* _Exercise aim_: The entries that follow should be duplicated in full, without a single alteration.

───

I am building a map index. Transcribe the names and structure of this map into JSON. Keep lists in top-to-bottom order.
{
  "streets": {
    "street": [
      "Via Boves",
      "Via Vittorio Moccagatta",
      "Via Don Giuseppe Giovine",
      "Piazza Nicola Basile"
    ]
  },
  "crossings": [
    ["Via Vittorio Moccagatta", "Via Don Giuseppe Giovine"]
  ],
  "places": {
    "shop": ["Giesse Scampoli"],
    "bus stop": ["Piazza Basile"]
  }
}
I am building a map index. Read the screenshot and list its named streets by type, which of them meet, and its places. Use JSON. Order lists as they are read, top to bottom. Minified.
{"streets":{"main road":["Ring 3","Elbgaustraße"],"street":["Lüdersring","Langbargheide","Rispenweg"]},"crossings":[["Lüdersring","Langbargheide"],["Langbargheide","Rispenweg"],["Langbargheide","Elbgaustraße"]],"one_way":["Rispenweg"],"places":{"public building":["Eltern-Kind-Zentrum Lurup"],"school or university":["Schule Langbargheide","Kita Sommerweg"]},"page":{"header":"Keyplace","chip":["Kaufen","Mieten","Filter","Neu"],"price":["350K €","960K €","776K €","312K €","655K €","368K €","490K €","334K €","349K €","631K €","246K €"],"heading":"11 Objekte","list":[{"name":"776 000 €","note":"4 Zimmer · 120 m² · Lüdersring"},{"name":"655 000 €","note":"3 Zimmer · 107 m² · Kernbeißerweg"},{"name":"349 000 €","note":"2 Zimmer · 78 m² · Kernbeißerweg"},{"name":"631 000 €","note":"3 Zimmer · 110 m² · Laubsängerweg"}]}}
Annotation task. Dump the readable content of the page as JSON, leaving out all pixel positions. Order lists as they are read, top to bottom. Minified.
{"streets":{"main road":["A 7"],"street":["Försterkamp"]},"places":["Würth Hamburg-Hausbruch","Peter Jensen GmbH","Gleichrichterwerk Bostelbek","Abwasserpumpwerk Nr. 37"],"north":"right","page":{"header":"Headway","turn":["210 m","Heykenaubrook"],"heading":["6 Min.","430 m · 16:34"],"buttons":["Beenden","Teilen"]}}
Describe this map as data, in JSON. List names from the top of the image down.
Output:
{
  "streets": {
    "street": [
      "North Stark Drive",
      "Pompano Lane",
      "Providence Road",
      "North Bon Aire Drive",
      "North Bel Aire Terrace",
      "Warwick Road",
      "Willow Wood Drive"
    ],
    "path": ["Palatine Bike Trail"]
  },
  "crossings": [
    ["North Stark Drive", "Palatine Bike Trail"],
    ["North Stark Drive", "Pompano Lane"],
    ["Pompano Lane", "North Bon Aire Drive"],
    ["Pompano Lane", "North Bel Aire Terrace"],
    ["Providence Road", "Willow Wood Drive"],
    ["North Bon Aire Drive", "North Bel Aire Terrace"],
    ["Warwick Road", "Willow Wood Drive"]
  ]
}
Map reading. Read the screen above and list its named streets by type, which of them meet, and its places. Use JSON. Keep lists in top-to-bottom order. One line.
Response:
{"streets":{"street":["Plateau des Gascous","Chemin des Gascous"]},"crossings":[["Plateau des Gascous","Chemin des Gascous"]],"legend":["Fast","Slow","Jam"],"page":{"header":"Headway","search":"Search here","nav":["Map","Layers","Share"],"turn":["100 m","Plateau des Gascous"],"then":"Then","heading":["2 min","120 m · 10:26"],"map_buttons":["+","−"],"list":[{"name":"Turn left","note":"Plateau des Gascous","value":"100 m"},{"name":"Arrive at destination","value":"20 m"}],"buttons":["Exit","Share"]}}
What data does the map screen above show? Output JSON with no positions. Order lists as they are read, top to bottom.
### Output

───

* _Exercise output_:
I am building a map index. Transcribe the names and structure of this map into JSON. Keep lists in top-to-bottom order.
{
  "streets": {
    "street": [
      "Via Boves",
      "Via Vittorio Moccagatta",
      "Via Don Giuseppe Giovine",
      "Piazza Nicola Basile"
    ]
  },
  "crossings": [
    ["Via Vittorio Moccagatta", "Via Don Giuseppe Giovine"]
  ],
  "places": {
    "shop": ["Giesse Scampoli"],
    "bus stop": ["Piazza Basile"]
  }
}
I am building a map index. Read the screenshot and list its named streets by type, which of them meet, and its places. Use JSON. Order lists as they are read, top to bottom. Minified.
{"streets":{"main road":["Ring 3","Elbgaustraße"],"street":["Lüdersring","Langbargheide","Rispenweg"]},"crossings":[["Lüdersring","Langbargheide"],["Langbargheide","Rispenweg"],["Langbargheide","Elbgaustraße"]],"one_way":["Rispenweg"],"places":{"public building":["Eltern-Kind-Zentrum Lurup"],"school or university":["Schule Langbargheide","Kita Sommerweg"]},"page":{"header":"Keyplace","chip":["Kaufen","Mieten","Filter","Neu"],"price":["350K €","960K €","776K €","312K €","655K €","368K €","490K €","334K €","349K €","631K €","246K €"],"heading":"11 Objekte","list":[{"name":"776 000 €","note":"4 Zimmer · 120 m² · Lüdersring"},{"name":"655 000 €","note":"3 Zimmer · 107 m² · Kernbeißerweg"},{"name":"349 000 €","note":"2 Zimmer · 78 m² · Kernbeißerweg"},{"name":"631 000 €","note":"3 Zimmer · 110 m² · Laubsängerweg"}]}}
Annotation task. Dump the readable content of the page as JSON, leaving out all pixel positions. Order lists as they are read, top to bottom. Minified.
{"streets":{"main road":["A 7"],"street":["Försterkamp"]},"places":["Würth Hamburg-Hausbruch","Peter Jensen GmbH","Gleichrichterwerk Bostelbek","Abwasserpumpwerk Nr. 37"],"north":"right","page":{"header":"Headway","turn":["210 m","Heykenaubrook"],"heading":["6 Min.","430 m · 16:34"],"buttons":["Beenden","Teilen"]}}
Describe this map as data, in JSON. List names from the top of the image down.
Output:
{
  "streets": {
    "street": [
      "North Stark Drive",
      "Pompano Lane",
      "Providence Road",
      "North Bon Aire Drive",
      "North Bel Aire Terrace",
      "Warwick Road",
      "Willow Wood Drive"
    ],
    "path": ["Palatine Bike Trail"]
  },
  "crossings": [
    ["North Stark Drive", "Palatine Bike Trail"],
    ["North Stark Drive", "Pompano Lane"],
    ["Pompano Lane", "North Bon Aire Drive"],
    ["Pompano Lane", "North Bel Aire Terrace"],
    ["Providence Road", "Willow Wood Drive"],
    ["North Bon Aire Drive", "North Bel Aire Terrace"],
    ["Warwick Road", "Willow Wood Drive"]
  ]
}
Map reading. Read the screen above and list its named streets by type, which of them meet, and its places. Use JSON. Keep lists in top-to-bottom order. One line.
Response:
{"streets":{"street":["Plateau des Gascous","Chemin des Gascous"]},"crossings":[["Plateau des Gascous","Chemin des Gascous"]],"legend":["Fast","Slow","Jam"],"page":{"header":"Headway","search":"Search here","nav":["Map","Layers","Share"],"turn":["100 m","Plateau des Gascous"],"then":"Then","heading":["2 min","120 m · 10:26"],"map_buttons":["+","−"],"list":[{"name":"Turn left","note":"Plateau des Gascous","value":"100 m"},{"name":"Arrive at destination","value":"20 m"}],"buttons":["Exit","Share"]}}
What data does the map screen above show? Output JSON with no positions. Order lists as they are read, top to bottom.
### Output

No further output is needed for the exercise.